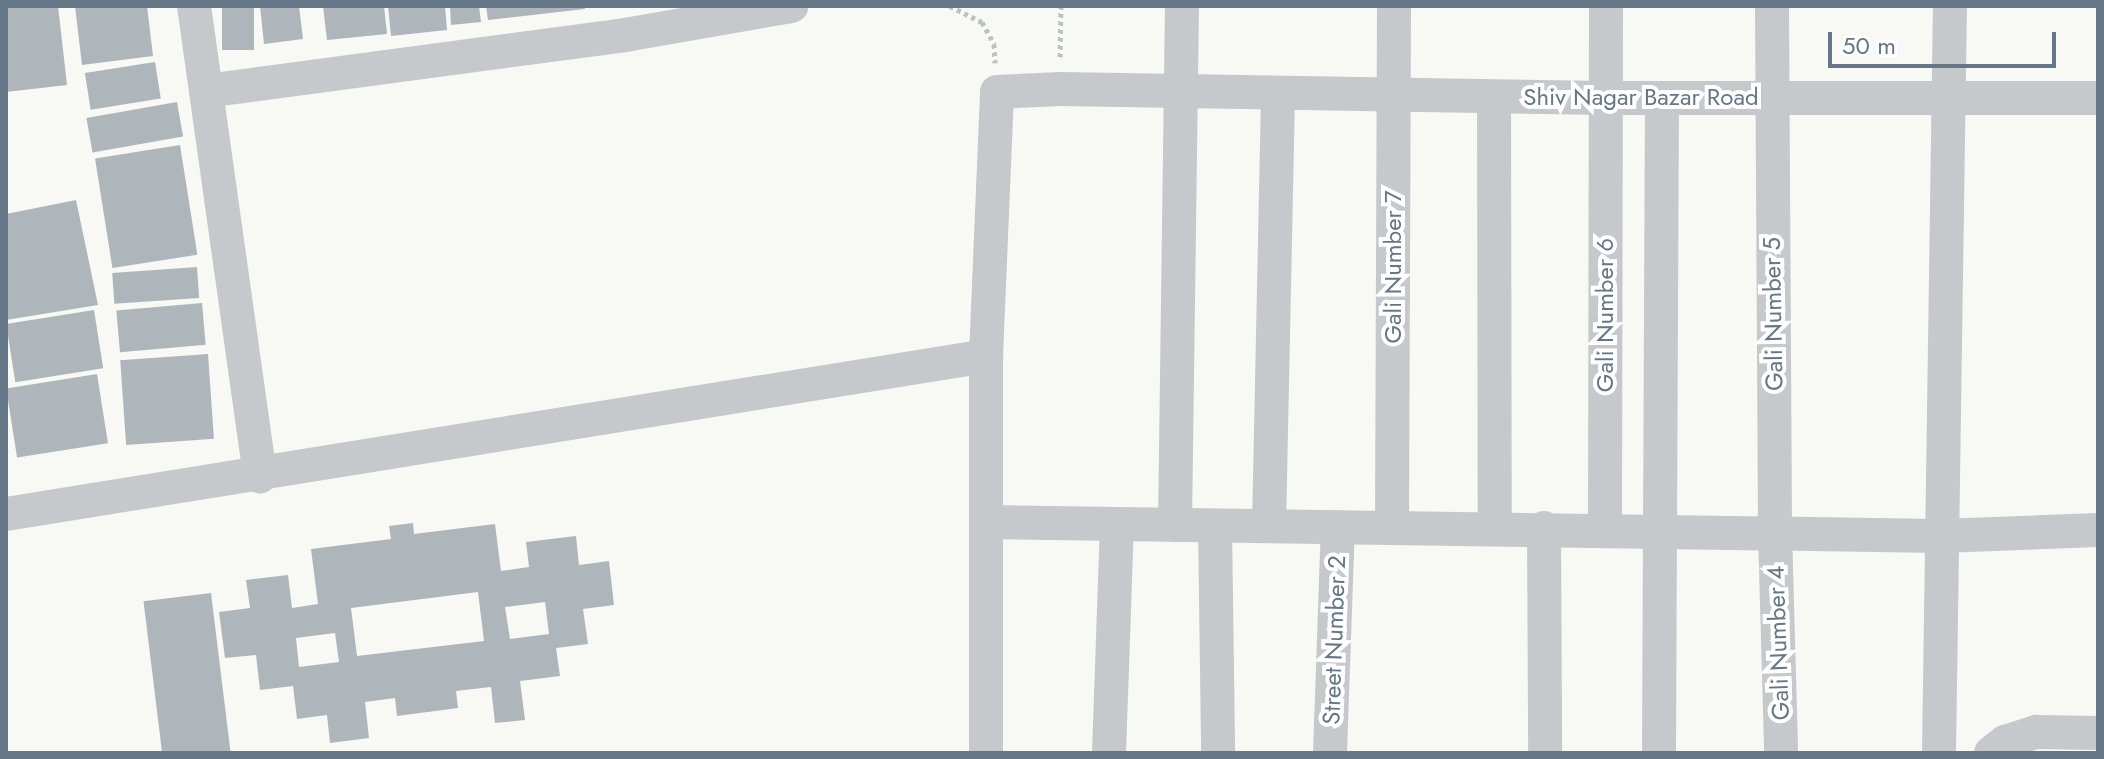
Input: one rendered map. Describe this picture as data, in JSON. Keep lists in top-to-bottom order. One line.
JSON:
{"streets":{"street":["Shiv Nagar Bazar Road","Gali Number 7","Gali Number 5","Gali Number 6","Street Number 2","Gali Number 4"]},"crossings":[["Shiv Nagar Bazar Road","Gali Number 7"],["Shiv Nagar Bazar Road","Gali Number 5"],["Shiv Nagar Bazar Road","Gali Number 6"],["Gali Number 5","Gali Number 4"]],"scale_bar":"50 m"}
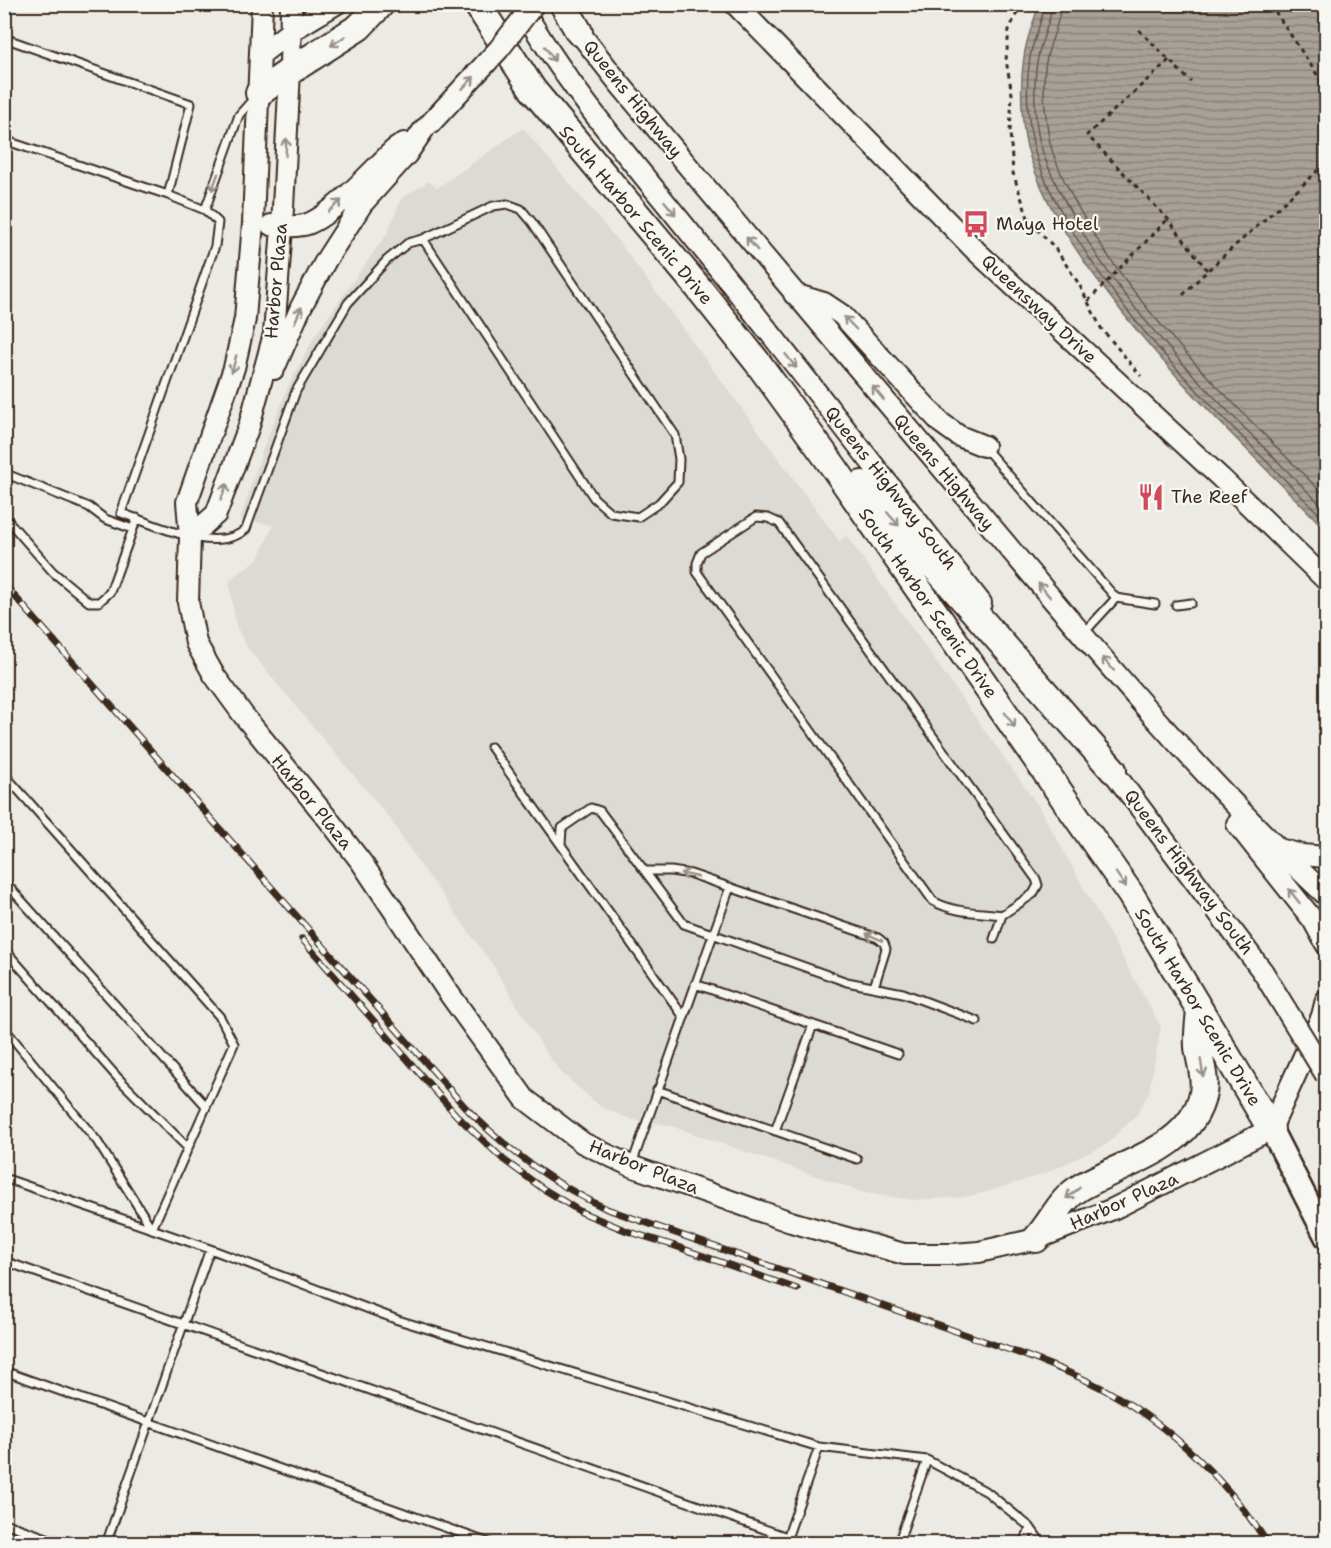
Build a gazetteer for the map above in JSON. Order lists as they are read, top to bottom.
{
  "streets": {
    "highway": ["South Harbor Scenic Drive"],
    "main road": [
      "Queens Highway",
      "Harbor Plaza",
      "Queensway Drive",
      "Queens Highway South"
    ]
  },
  "crossings": [
    ["South Harbor Scenic Drive", "Harbor Plaza"]
  ],
  "one_way": ["Queens Highway"],
  "places": {
    "bus stop": ["Maya Hotel"],
    "restaurant": ["The Reef"]
  }
}
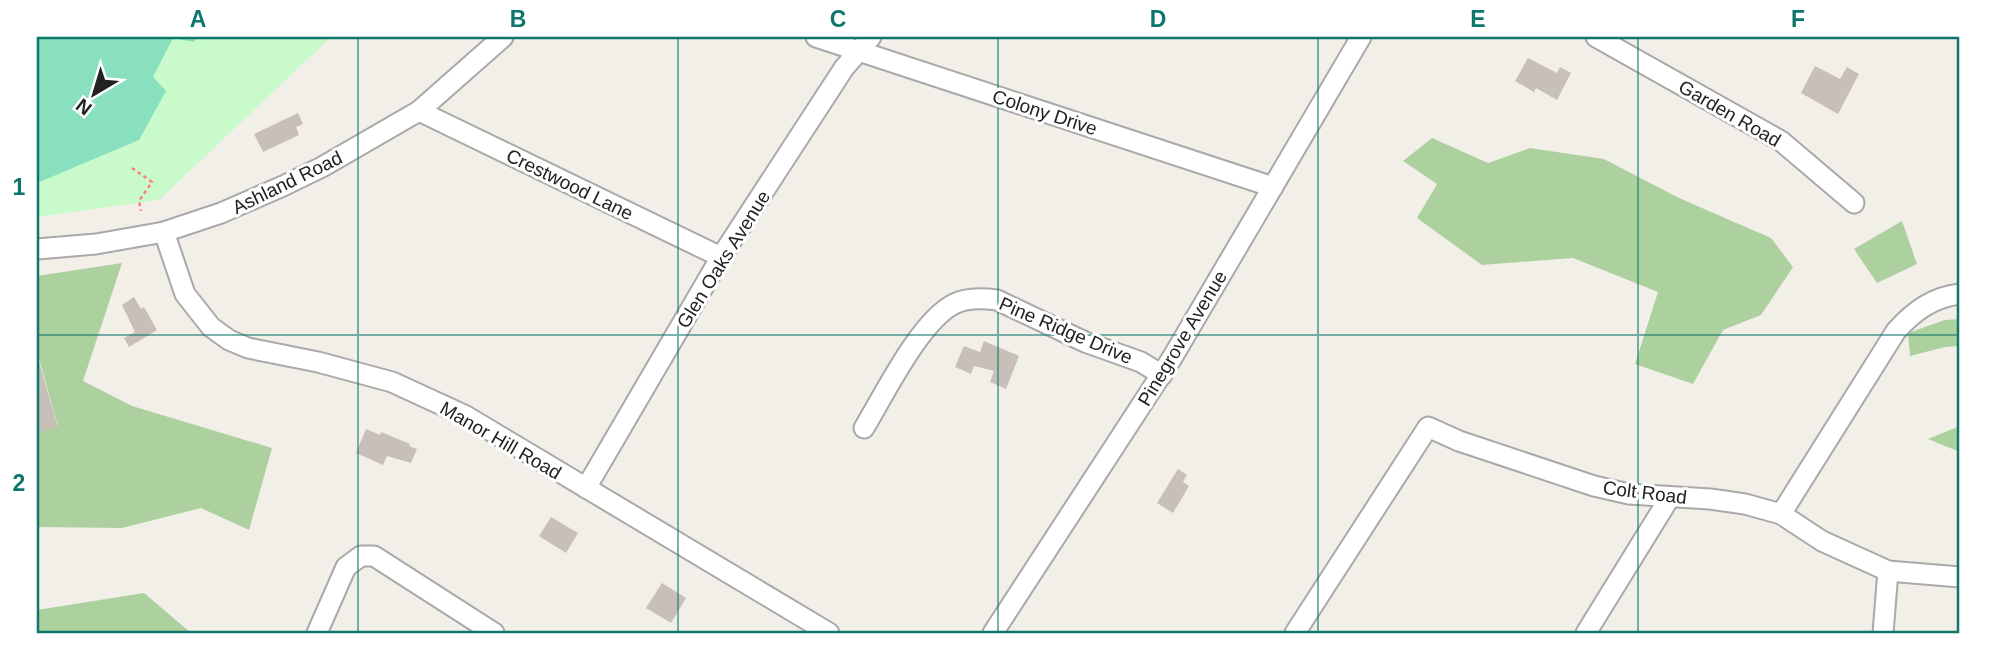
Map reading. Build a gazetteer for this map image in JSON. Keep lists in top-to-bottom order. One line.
{"streets":{"street":["Colony Drive","Garden Road","Ashland Road","Crestwood Lane","Glen Oaks Avenue","Pine Ridge Drive","Pinegrove Avenue","Manor Hill Road","Colt Road"]},"crossings":[["Colony Drive","Glen Oaks Avenue"],["Colony Drive","Pinegrove Avenue"],["Ashland Road","Crestwood Lane"],["Ashland Road","Manor Hill Road"],["Crestwood Lane","Glen Oaks Avenue"],["Glen Oaks Avenue","Manor Hill Road"],["Pine Ridge Drive","Pinegrove Avenue"]],"north":"bottom left","grid":{"columns":["A","B","C","D","E","F"],"rows":["1","2"]}}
____
### [Task item]
Pictures stay out; everything else in the entries is copied exactly.

### [Your response]
Input: one rendered map. Describe this picture as data, in JSON. Keep lists in top-to-bottom order. One line.
JSON:
{"streets":{"street":["Shiv Nagar Bazar Road","Gali Number 7","Gali Number 5","Gali Number 6","Street Number 2","Gali Number 4"]},"crossings":[["Shiv Nagar Bazar Road","Gali Number 7"],["Shiv Nagar Bazar Road","Gali Number 5"],["Shiv Nagar Bazar Road","Gali Number 6"],["Gali Number 5","Gali Number 4"]],"scale_bar":"50 m"}
Build a gazetteer for the map above in JSON. Order lists as they are read, top to bottom.
{
  "streets": {
    "highway": ["South Harbor Scenic Drive"],
    "main road": [
      "Queens Highway",
      "Harbor Plaza",
      "Queensway Drive",
      "Queens Highway South"
    ]
  },
  "crossings": [
    ["South Harbor Scenic Drive", "Harbor Plaza"]
  ],
  "one_way": ["Queens Highway"],
  "places": {
    "bus stop": ["Maya Hotel"],
    "restaurant": ["The Reef"]
  }
}
Map reading. Build a gazetteer for this map image in JSON. Keep lists in top-to-bottom order. One line.
{"streets":{"street":["Colony Drive","Garden Road","Ashland Road","Crestwood Lane","Glen Oaks Avenue","Pine Ridge Drive","Pinegrove Avenue","Manor Hill Road","Colt Road"]},"crossings":[["Colony Drive","Glen Oaks Avenue"],["Colony Drive","Pinegrove Avenue"],["Ashland Road","Crestwood Lane"],["Ashland Road","Manor Hill Road"],["Crestwood Lane","Glen Oaks Avenue"],["Glen Oaks Avenue","Manor Hill Road"],["Pine Ridge Drive","Pinegrove Avenue"]],"north":"bottom left","grid":{"columns":["A","B","C","D","E","F"],"rows":["1","2"]}}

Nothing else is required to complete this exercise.